At another campaign event in Florida, in Jacksonville, Trump pointed out a group of families, known as Gold Star families, who have lost loved ones in war, calling them "incredible people." He didn't mention the spat with the Khans.
Trump's always unruly campaign has been mired in disorder in recent days. On Monday, Trump fired Ed Brookover, a senior adviser hired as a liaison between the campaign and the RNC.
Ryan, who is favoured to win next week in his race against primary challenger Paul Nehlen, appeared to be trying to ignore the snub from Trump.
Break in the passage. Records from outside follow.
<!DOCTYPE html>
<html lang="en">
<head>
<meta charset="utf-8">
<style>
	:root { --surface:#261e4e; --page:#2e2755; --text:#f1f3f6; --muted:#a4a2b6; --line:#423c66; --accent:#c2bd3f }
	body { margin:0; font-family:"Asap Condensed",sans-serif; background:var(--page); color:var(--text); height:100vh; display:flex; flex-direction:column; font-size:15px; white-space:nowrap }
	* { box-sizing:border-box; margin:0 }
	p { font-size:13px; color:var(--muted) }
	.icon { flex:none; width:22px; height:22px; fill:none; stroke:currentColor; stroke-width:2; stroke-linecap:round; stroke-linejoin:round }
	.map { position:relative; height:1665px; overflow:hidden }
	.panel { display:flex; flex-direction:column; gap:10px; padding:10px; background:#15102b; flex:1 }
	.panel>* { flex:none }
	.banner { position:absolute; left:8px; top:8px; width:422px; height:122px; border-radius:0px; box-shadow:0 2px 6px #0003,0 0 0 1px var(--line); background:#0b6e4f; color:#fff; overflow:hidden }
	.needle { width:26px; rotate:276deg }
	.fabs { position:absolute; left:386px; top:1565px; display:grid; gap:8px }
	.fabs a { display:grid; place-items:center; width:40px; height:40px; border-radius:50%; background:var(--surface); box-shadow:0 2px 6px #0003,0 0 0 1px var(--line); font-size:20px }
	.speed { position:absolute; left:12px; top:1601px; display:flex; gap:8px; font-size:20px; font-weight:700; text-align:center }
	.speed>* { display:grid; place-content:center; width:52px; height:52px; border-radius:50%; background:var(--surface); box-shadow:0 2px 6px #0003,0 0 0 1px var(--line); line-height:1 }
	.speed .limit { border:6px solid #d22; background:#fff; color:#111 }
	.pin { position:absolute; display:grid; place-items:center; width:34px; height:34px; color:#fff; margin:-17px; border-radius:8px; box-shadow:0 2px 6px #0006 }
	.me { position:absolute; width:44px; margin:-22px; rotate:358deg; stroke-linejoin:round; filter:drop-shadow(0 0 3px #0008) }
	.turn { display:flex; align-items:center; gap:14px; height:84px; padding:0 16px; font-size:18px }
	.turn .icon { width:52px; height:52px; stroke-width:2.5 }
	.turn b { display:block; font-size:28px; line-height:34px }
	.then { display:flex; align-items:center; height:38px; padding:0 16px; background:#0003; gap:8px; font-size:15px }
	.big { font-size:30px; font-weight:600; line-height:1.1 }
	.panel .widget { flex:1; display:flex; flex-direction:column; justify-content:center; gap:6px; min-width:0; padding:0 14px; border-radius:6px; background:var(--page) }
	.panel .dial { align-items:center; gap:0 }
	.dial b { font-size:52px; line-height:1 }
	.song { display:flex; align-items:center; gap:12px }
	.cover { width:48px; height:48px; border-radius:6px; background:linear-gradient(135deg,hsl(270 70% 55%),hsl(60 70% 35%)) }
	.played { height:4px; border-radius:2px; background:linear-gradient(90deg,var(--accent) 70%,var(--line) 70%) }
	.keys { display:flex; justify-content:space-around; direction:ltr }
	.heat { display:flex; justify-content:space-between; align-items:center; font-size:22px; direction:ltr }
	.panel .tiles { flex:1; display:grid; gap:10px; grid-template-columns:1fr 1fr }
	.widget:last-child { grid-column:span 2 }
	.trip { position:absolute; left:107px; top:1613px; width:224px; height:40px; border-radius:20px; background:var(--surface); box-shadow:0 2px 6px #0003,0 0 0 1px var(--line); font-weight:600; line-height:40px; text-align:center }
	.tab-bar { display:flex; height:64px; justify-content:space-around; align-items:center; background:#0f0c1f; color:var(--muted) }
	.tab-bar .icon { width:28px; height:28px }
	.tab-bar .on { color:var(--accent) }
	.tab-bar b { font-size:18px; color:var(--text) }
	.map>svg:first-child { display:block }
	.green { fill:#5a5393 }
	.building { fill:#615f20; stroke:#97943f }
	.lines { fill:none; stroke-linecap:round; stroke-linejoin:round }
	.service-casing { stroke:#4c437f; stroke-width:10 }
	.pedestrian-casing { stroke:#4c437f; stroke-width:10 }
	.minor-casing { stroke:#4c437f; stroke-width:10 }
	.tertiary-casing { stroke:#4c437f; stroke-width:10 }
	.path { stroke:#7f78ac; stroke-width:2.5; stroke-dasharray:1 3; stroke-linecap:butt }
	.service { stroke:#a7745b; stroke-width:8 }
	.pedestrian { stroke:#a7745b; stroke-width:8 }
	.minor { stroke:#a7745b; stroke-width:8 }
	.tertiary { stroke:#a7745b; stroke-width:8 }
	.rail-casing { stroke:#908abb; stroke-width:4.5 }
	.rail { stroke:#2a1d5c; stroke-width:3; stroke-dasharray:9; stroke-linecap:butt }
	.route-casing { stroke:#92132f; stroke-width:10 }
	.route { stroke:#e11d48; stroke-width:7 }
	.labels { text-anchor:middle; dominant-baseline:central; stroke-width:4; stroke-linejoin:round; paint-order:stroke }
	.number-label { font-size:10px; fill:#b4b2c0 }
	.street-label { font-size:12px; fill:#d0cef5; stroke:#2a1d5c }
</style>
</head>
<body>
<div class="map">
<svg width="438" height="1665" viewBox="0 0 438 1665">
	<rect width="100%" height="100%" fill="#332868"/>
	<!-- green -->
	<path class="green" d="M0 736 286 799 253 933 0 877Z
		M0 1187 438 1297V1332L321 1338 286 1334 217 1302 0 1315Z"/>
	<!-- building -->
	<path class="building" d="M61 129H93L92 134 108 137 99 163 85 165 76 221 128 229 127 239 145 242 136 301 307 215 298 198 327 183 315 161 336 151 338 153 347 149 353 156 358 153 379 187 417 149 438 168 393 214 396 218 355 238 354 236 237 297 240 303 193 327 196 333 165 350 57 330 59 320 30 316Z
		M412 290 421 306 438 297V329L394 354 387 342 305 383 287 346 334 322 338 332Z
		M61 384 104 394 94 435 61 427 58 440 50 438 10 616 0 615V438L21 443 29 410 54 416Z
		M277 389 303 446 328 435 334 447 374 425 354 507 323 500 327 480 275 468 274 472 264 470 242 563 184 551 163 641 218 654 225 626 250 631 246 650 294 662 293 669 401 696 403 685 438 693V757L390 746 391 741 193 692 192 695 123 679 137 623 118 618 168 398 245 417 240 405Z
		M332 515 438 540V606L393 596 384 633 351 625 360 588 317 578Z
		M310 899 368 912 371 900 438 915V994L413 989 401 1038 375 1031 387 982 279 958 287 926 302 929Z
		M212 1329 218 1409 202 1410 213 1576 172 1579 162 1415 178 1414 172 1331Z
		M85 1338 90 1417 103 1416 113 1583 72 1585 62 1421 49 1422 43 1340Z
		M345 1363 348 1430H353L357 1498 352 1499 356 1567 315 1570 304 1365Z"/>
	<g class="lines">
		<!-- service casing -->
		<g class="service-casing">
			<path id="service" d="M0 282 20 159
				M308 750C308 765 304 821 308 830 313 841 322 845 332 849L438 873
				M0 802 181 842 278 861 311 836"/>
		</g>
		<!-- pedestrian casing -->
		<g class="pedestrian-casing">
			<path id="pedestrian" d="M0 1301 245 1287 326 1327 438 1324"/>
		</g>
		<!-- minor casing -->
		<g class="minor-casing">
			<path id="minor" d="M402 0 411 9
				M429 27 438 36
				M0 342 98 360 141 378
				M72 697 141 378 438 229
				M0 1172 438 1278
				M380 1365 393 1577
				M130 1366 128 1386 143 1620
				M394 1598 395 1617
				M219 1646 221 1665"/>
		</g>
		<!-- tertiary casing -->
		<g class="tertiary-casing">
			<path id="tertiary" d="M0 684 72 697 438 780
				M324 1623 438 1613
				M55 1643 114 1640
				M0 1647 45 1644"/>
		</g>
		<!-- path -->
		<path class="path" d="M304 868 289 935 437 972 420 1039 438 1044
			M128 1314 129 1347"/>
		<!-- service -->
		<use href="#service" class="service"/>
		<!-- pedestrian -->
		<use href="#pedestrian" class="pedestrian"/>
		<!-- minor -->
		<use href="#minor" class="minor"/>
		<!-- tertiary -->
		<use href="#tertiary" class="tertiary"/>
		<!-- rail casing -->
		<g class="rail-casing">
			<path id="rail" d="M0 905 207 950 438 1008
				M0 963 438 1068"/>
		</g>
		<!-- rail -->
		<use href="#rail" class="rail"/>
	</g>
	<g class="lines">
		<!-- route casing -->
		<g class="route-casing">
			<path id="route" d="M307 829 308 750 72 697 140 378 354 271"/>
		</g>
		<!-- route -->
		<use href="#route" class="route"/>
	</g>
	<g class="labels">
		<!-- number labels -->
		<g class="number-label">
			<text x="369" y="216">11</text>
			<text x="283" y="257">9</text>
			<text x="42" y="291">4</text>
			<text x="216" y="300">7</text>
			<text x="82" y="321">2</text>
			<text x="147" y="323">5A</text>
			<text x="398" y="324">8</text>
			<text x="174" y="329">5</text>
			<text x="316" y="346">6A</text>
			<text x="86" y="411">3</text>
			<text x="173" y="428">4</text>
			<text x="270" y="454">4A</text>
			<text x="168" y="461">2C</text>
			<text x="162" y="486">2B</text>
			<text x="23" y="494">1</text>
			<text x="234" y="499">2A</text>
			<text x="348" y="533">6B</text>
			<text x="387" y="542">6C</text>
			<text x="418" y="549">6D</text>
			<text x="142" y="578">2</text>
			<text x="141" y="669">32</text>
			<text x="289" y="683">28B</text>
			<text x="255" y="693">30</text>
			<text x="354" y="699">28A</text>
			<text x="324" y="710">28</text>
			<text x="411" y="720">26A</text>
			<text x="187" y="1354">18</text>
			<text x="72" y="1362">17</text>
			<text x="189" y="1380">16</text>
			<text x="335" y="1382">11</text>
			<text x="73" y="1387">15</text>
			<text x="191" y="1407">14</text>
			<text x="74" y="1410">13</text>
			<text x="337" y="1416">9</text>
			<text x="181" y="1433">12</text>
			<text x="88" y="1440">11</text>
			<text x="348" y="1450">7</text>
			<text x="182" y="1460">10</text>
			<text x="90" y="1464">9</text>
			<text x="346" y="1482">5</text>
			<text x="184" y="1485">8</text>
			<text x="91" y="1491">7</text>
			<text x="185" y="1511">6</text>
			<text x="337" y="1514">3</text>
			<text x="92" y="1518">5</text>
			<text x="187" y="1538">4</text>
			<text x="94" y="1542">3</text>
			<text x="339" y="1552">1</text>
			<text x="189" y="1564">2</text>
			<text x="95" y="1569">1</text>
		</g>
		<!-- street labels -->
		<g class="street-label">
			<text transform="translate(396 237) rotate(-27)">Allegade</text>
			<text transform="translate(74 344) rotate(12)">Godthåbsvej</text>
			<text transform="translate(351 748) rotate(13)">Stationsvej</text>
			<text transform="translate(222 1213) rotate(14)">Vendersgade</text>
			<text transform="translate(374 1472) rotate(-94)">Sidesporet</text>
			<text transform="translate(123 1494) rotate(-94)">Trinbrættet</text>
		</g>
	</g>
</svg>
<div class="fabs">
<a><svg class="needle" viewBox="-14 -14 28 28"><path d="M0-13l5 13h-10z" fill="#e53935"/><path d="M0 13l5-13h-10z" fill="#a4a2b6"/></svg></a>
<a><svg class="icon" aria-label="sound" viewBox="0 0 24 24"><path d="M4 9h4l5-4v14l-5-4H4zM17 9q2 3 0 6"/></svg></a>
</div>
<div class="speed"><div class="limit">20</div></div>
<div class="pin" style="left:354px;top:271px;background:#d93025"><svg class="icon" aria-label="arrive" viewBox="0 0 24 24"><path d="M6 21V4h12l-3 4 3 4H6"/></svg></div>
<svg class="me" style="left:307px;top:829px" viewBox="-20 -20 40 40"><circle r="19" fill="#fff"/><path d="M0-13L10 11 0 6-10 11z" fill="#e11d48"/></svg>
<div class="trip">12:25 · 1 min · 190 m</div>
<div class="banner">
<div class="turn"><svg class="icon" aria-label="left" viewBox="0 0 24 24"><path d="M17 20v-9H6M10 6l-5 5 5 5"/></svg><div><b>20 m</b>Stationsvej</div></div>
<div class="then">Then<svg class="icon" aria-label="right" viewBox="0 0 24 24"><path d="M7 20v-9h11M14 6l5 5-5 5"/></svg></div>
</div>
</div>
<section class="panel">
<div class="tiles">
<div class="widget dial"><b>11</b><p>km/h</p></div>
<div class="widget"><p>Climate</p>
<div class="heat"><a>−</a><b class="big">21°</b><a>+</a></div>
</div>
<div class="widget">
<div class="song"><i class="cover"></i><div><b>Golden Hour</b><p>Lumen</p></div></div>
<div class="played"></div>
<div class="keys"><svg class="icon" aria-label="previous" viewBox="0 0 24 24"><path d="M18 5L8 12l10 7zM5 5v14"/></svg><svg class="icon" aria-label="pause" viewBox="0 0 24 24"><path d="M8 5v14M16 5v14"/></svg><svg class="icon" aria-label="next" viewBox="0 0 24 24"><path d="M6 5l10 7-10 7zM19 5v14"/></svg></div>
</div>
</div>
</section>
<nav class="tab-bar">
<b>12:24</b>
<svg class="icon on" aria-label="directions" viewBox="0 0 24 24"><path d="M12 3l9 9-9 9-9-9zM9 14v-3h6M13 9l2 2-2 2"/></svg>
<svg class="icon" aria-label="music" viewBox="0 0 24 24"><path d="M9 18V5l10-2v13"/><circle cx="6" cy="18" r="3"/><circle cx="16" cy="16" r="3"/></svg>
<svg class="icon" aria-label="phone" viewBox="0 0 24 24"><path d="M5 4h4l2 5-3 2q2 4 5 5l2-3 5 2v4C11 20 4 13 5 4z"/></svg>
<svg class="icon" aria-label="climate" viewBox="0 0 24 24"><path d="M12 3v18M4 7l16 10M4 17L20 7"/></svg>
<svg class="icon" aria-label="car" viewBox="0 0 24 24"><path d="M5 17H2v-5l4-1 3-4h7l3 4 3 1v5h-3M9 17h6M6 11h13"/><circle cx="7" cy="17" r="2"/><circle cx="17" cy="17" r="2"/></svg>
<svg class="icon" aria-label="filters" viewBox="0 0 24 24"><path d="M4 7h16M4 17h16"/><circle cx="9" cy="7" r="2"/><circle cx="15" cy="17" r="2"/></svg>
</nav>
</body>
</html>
An aide to the speaker said he would not have time to meet Trump later this week, when Trump is expected to be campaigning in Wisconsin, Ryan's home state.
The aide did not indicate whether anyone had requested a get-together of Trump and Ryan, but when asked whether they might meet to patch things up, the aide told Reuters, "The speaker has a full schedule – can’t back out of previous commitments in the (congressional) district.”
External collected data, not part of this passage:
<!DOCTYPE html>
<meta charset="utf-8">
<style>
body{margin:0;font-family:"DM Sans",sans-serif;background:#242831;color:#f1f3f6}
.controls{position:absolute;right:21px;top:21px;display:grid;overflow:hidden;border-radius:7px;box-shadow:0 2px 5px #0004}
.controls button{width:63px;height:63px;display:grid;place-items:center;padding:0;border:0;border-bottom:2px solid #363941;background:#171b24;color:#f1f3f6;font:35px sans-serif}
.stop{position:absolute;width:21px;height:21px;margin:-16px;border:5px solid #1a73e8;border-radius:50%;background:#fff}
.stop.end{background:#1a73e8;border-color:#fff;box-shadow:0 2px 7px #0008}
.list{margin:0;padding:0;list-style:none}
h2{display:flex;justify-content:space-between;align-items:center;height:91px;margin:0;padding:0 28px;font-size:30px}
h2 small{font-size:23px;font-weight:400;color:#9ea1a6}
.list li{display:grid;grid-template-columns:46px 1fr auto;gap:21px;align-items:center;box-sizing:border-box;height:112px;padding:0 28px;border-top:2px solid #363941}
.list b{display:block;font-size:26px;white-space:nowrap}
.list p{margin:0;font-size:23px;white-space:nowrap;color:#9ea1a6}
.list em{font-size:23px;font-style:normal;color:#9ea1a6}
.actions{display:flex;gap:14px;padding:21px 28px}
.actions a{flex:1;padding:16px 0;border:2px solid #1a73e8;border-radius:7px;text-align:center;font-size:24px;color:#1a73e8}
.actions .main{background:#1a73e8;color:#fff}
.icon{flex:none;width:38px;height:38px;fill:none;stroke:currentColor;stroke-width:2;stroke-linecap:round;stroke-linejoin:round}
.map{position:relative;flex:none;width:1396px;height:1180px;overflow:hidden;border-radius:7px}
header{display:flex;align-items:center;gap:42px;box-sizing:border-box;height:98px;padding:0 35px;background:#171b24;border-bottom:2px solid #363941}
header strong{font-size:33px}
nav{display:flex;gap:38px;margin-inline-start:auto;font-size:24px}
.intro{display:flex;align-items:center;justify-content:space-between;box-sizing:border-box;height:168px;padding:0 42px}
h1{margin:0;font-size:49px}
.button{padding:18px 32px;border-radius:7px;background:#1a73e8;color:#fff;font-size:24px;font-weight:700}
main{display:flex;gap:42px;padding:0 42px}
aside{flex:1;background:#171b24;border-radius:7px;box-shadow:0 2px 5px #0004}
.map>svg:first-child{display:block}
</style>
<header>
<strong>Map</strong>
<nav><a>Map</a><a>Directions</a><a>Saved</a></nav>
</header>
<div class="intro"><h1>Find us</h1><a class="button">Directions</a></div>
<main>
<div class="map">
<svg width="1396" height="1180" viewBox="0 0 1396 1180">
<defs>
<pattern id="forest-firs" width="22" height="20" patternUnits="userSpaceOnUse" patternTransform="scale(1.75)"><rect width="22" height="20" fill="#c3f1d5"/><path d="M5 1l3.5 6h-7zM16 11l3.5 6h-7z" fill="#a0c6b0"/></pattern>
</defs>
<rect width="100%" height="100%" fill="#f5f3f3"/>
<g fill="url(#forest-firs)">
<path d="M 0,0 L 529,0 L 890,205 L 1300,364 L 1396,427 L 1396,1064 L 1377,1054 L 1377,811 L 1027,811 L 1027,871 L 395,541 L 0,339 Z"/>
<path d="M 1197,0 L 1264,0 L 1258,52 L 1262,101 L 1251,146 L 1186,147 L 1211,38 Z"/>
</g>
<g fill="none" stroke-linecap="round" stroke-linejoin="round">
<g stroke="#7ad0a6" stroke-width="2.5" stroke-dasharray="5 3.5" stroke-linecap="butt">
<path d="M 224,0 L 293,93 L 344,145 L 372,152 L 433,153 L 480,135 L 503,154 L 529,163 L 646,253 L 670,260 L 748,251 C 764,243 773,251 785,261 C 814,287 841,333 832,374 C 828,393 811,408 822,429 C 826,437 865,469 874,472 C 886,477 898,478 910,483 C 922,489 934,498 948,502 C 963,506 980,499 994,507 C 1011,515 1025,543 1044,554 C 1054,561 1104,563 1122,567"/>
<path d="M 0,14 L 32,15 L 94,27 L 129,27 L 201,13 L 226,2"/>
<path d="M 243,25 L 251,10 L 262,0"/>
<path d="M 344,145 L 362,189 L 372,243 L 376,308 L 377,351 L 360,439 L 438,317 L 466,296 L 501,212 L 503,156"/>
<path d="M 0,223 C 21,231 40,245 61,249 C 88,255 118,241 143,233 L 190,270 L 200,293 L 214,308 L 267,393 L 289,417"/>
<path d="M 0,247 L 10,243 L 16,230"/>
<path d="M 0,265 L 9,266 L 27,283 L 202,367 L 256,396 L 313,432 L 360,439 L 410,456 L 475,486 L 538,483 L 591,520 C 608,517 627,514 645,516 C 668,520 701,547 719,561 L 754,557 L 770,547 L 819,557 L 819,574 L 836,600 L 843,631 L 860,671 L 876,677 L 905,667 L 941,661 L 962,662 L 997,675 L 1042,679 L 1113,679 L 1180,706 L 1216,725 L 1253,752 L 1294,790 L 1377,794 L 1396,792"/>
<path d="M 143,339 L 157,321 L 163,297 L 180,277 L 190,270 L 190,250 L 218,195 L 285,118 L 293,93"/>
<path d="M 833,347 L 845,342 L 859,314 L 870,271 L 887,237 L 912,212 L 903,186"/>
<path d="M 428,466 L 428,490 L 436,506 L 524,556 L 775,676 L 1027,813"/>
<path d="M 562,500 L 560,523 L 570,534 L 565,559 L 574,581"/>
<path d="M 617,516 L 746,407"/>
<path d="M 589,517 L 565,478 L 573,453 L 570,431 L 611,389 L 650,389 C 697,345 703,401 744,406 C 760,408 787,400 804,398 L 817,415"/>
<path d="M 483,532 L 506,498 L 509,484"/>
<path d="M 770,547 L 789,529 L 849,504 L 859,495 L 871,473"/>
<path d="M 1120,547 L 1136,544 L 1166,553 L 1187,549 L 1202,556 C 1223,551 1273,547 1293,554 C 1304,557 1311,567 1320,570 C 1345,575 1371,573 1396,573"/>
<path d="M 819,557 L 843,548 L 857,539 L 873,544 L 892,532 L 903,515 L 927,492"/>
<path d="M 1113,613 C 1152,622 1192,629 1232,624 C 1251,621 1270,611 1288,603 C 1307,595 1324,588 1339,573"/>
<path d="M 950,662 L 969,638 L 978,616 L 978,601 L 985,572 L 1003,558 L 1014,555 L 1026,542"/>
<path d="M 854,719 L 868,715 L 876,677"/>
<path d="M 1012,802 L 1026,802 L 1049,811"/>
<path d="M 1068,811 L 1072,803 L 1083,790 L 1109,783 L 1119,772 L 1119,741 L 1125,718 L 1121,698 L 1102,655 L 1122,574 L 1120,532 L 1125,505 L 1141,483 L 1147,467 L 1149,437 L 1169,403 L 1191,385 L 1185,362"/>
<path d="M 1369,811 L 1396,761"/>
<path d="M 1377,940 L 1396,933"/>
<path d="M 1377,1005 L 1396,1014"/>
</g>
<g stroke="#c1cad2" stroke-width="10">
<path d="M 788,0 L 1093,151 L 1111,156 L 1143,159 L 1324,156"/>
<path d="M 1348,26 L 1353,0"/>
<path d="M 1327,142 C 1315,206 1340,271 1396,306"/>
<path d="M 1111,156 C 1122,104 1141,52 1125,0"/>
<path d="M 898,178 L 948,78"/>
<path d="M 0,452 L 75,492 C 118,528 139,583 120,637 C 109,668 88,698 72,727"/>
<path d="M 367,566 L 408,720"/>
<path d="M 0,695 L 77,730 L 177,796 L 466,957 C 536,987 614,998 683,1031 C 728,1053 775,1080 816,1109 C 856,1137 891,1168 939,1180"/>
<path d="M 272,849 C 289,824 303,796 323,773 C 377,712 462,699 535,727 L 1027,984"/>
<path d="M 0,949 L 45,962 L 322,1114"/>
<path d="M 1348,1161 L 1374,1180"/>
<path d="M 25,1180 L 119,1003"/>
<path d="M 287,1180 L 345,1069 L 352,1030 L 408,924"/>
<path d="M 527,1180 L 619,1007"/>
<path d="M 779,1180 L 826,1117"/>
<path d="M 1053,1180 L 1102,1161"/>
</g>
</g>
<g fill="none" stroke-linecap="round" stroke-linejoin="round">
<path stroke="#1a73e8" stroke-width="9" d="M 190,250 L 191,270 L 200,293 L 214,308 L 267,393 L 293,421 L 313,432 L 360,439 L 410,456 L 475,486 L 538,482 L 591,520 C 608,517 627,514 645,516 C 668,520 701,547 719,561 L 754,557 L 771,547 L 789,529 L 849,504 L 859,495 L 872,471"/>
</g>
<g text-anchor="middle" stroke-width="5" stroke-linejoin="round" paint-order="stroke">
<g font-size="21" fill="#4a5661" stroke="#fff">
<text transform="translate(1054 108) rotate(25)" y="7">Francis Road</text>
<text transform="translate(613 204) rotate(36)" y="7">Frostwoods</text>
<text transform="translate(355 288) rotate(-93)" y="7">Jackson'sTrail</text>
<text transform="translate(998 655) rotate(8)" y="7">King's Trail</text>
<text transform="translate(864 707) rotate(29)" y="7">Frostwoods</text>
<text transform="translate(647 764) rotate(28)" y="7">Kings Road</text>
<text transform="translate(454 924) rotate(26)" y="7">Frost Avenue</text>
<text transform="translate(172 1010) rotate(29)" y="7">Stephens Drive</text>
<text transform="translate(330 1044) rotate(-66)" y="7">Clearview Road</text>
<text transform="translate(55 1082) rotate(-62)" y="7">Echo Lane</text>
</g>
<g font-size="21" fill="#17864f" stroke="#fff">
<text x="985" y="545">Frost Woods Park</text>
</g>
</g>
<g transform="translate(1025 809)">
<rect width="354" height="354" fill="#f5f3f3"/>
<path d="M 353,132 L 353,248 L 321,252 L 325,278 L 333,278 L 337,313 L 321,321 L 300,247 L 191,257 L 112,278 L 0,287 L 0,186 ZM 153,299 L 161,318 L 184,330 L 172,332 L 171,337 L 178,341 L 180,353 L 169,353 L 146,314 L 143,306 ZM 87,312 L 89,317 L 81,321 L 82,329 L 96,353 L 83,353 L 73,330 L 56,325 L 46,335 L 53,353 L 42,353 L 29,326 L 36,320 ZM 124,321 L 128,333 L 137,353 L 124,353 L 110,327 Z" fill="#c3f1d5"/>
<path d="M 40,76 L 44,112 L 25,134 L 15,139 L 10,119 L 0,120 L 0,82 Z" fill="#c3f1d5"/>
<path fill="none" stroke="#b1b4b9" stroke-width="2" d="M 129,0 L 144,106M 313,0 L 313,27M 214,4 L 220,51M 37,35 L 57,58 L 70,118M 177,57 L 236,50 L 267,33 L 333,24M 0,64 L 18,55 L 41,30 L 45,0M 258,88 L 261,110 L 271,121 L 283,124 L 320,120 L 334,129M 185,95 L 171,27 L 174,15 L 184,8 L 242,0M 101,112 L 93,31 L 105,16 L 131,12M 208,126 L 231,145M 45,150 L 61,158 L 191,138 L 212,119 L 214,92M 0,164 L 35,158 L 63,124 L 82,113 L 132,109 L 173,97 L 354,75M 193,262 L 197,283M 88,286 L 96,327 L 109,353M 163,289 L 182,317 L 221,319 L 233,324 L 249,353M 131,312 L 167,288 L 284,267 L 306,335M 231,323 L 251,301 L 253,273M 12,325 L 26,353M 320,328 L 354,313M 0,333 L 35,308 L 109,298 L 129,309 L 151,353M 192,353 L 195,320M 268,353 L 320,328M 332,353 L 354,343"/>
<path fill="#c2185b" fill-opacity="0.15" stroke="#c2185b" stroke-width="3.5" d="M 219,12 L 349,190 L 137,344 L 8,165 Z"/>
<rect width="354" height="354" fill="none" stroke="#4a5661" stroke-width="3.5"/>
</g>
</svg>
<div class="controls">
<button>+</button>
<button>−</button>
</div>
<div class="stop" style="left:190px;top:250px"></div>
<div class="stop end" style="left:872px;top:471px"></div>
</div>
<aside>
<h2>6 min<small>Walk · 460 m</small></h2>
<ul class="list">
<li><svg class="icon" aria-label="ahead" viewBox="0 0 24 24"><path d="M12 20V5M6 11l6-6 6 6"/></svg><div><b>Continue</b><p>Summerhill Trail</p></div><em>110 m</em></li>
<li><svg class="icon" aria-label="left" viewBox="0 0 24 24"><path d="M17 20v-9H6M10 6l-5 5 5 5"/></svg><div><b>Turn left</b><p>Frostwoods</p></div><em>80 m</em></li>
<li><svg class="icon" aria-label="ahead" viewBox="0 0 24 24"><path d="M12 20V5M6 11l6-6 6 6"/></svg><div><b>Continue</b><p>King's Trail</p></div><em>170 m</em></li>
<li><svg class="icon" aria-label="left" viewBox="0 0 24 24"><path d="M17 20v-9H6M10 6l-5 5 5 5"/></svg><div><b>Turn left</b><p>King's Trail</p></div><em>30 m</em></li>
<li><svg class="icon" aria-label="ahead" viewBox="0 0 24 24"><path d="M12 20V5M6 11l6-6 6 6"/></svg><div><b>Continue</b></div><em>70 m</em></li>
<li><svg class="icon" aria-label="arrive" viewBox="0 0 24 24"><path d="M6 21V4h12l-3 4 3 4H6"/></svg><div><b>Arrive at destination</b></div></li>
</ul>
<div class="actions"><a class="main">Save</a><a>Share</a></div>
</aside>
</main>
A Republican congressional aide said there was deep frustration on Capitol Hill that Trump keeps engaging in "petty spats." The aide said congressional offices that support Trump got two sets of talking points on Monday from the campaign about the Khan situation but have not heard anything from the campaign about Trump's Ryan comments.
The dissent over the Trump campaign also took other turns.
Late on Tuesday, Meg Whitman, a prominent Republican fundraiser and chief executive of Hewlett Packard Enterprise <HPE.N>, endorsed Clinton's White House bid, calling Trump an "authoritarian character" and a threat to democracy.
In better news for Trump, his campaign and the RNC jointly raised $80 million (£60 million) for his White House bid in July, the campaign said on Wednesday. That was less than the $90 million Clinton raised along with the national Democratic Party the same month, but it was a substantial bump from past months.
A former reality TV star, Trump has won support particularly from white blue-collar workers who feel neglected by the political establishment. Along with his proposed ban on Muslims, his plans have included building a wall along the Mexican border to keep out illegal immigrants and renegotiating trade agreements.
Opinion polls have shown Clinton benefiting from a boost after her party's convention last week. The RealClearPolitics average of recent national polls put her 4.5 percentage points ahead of Trump, at 46.5 percent to 42 percent.
The Detroit Economic Club, where candidates usually appear to give major economic addresses, said Trump would speak at the club on Monday.